When investment funds track the S&P 500, the index becomes more than just a list of 500 companies. The focus then turns to the financial and regulatory issues that arise from the discretionary decision-making of the Index Committee that governs the S&P 500. The discussion of these issues and their implications should be of extreme interest to both investors and regulators. Such discretionary decision-making is not illegal and from a business perspective it may be required. For example, if the Index Committee wants to exclude companies with dual class shares, that is its right. However, it needs to be disclosed to investors in S&P 500 funds that sub-optimal returns may result. Based on our empirical research and analysis, we recommend a new principal risk disclosure under SEC Form N-1A, which we refer to as “selection risk,” that is to be included in the statutory and summary prospectuses of investment funds that track the S&P 500. It is a risk that results when the Index Committee uses its discretionary decision-making to exclude stocks or group of stocks which may outperform the index and not allow S&P funds to create portfolios of stocks which most accurately represent the market risk and expected returns of large cap, Blue Chip America.
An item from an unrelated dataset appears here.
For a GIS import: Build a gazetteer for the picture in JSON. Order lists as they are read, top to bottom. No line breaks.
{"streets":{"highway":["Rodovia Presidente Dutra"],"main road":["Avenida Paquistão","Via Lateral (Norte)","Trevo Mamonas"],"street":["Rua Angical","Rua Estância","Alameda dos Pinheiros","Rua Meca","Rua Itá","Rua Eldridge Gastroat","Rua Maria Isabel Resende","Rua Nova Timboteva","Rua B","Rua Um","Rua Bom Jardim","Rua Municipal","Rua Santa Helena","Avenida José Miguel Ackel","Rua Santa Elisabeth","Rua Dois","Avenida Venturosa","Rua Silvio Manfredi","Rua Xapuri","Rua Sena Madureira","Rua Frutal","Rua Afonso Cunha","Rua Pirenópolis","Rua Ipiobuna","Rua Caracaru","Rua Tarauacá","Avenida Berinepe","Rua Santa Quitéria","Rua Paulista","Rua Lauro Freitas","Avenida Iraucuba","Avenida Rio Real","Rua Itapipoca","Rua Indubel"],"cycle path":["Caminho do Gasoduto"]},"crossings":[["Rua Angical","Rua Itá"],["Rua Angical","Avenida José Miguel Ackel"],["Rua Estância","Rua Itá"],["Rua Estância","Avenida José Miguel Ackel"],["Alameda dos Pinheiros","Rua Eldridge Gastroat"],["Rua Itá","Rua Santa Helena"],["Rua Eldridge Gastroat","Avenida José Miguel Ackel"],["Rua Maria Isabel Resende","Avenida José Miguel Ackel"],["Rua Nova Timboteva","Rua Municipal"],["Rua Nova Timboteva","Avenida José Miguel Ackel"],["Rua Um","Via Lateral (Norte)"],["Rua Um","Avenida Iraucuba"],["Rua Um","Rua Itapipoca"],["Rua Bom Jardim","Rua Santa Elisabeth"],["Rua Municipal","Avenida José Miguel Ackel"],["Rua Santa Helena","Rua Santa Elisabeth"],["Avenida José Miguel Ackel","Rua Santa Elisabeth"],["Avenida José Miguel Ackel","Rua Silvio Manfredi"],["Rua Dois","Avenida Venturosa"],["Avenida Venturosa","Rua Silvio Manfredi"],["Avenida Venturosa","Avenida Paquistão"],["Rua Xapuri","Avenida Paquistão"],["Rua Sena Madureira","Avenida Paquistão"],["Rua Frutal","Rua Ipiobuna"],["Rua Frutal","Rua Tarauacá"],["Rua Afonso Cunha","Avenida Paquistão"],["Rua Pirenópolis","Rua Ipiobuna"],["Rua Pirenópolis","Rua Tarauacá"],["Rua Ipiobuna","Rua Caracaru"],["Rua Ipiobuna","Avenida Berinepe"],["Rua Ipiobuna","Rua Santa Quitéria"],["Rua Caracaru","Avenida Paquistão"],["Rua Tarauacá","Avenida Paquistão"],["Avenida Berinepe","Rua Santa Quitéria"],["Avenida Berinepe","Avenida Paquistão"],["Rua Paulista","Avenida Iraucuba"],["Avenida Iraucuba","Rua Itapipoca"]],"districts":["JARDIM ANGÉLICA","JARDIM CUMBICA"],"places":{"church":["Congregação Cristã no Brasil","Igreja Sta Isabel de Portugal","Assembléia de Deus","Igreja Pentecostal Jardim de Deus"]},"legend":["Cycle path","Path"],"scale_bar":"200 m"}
This new disclosure will provide investors with the necessary information to evaluate whether index funds that track the S&P 500 are appropriate for their investment needs. Moreover, we argue that the S&P 500 index is no longer an appropriate broad-based securities market index for purposes of Form N-1A benchmarking. Our paper makes contributions to the literature on index managers and the SEC’s disclosure policy for open-end investment management companies. Most importantly, it will help guide the investment decisions of tens of millions of investors who are currently invested in, or are considering investing in, funds that track the S&P 500.